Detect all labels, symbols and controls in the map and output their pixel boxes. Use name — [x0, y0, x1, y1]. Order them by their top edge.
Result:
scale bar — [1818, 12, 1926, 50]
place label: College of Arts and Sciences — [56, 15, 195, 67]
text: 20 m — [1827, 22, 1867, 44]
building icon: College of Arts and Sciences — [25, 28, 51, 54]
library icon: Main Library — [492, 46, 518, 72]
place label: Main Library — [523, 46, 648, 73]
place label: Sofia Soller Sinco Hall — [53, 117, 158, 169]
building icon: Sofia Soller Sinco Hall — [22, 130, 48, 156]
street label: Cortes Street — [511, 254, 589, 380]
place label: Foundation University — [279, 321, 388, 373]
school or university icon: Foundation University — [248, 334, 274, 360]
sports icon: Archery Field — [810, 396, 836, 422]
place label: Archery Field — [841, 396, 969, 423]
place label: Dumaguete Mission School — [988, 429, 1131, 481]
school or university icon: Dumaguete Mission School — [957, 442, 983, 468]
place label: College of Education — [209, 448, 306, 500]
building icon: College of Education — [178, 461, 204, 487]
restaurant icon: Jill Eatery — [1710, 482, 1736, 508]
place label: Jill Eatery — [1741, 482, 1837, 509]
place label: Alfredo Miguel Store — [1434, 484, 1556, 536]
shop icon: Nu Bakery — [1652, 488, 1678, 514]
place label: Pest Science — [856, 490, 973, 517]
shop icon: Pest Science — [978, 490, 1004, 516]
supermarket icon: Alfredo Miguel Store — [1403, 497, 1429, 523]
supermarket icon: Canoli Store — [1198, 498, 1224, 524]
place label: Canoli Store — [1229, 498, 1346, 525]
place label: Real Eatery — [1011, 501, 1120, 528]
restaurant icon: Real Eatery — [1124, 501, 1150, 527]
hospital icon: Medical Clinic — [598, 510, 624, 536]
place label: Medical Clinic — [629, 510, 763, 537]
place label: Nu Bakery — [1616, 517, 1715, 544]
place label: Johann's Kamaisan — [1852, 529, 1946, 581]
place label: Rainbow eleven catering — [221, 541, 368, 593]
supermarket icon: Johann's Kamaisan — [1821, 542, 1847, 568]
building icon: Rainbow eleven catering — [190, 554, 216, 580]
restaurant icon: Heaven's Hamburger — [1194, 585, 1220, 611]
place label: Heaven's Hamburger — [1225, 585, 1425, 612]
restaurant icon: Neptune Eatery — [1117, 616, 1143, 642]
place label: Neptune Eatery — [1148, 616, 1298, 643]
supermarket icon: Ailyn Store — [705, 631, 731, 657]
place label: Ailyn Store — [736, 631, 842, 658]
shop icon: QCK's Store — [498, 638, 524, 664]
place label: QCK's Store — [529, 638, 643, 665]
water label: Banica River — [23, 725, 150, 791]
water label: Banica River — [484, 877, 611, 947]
########################################
● **WHAT THE TASK ASKS**
Every record above should be output exactly.

● **TASK ANSWER**
Detect all labels, symbols and controls in the map and output their pixel boxes. Use name — [x0, y0, x1, y1]. Order them by their top edge.
Result:
scale bar — [1818, 12, 1926, 50]
place label: College of Arts and Sciences — [56, 15, 195, 67]
text: 20 m — [1827, 22, 1867, 44]
building icon: College of Arts and Sciences — [25, 28, 51, 54]
library icon: Main Library — [492, 46, 518, 72]
place label: Main Library — [523, 46, 648, 73]
place label: Sofia Soller Sinco Hall — [53, 117, 158, 169]
building icon: Sofia Soller Sinco Hall — [22, 130, 48, 156]
street label: Cortes Street — [511, 254, 589, 380]
place label: Foundation University — [279, 321, 388, 373]
school or university icon: Foundation University — [248, 334, 274, 360]
sports icon: Archery Field — [810, 396, 836, 422]
place label: Archery Field — [841, 396, 969, 423]
place label: Dumaguete Mission School — [988, 429, 1131, 481]
school or university icon: Dumaguete Mission School — [957, 442, 983, 468]
place label: College of Education — [209, 448, 306, 500]
building icon: College of Education — [178, 461, 204, 487]
restaurant icon: Jill Eatery — [1710, 482, 1736, 508]
place label: Jill Eatery — [1741, 482, 1837, 509]
place label: Alfredo Miguel Store — [1434, 484, 1556, 536]
shop icon: Nu Bakery — [1652, 488, 1678, 514]
place label: Pest Science — [856, 490, 973, 517]
shop icon: Pest Science — [978, 490, 1004, 516]
supermarket icon: Alfredo Miguel Store — [1403, 497, 1429, 523]
supermarket icon: Canoli Store — [1198, 498, 1224, 524]
place label: Canoli Store — [1229, 498, 1346, 525]
place label: Real Eatery — [1011, 501, 1120, 528]
restaurant icon: Real Eatery — [1124, 501, 1150, 527]
hospital icon: Medical Clinic — [598, 510, 624, 536]
place label: Medical Clinic — [629, 510, 763, 537]
place label: Nu Bakery — [1616, 517, 1715, 544]
place label: Johann's Kamaisan — [1852, 529, 1946, 581]
place label: Rainbow eleven catering — [221, 541, 368, 593]
supermarket icon: Johann's Kamaisan — [1821, 542, 1847, 568]
building icon: Rainbow eleven catering — [190, 554, 216, 580]
restaurant icon: Heaven's Hamburger — [1194, 585, 1220, 611]
place label: Heaven's Hamburger — [1225, 585, 1425, 612]
restaurant icon: Neptune Eatery — [1117, 616, 1143, 642]
place label: Neptune Eatery — [1148, 616, 1298, 643]
supermarket icon: Ailyn Store — [705, 631, 731, 657]
place label: Ailyn Store — [736, 631, 842, 658]
shop icon: QCK's Store — [498, 638, 524, 664]
place label: QCK's Store — [529, 638, 643, 665]
water label: Banica River — [23, 725, 150, 791]
water label: Banica River — [484, 877, 611, 947]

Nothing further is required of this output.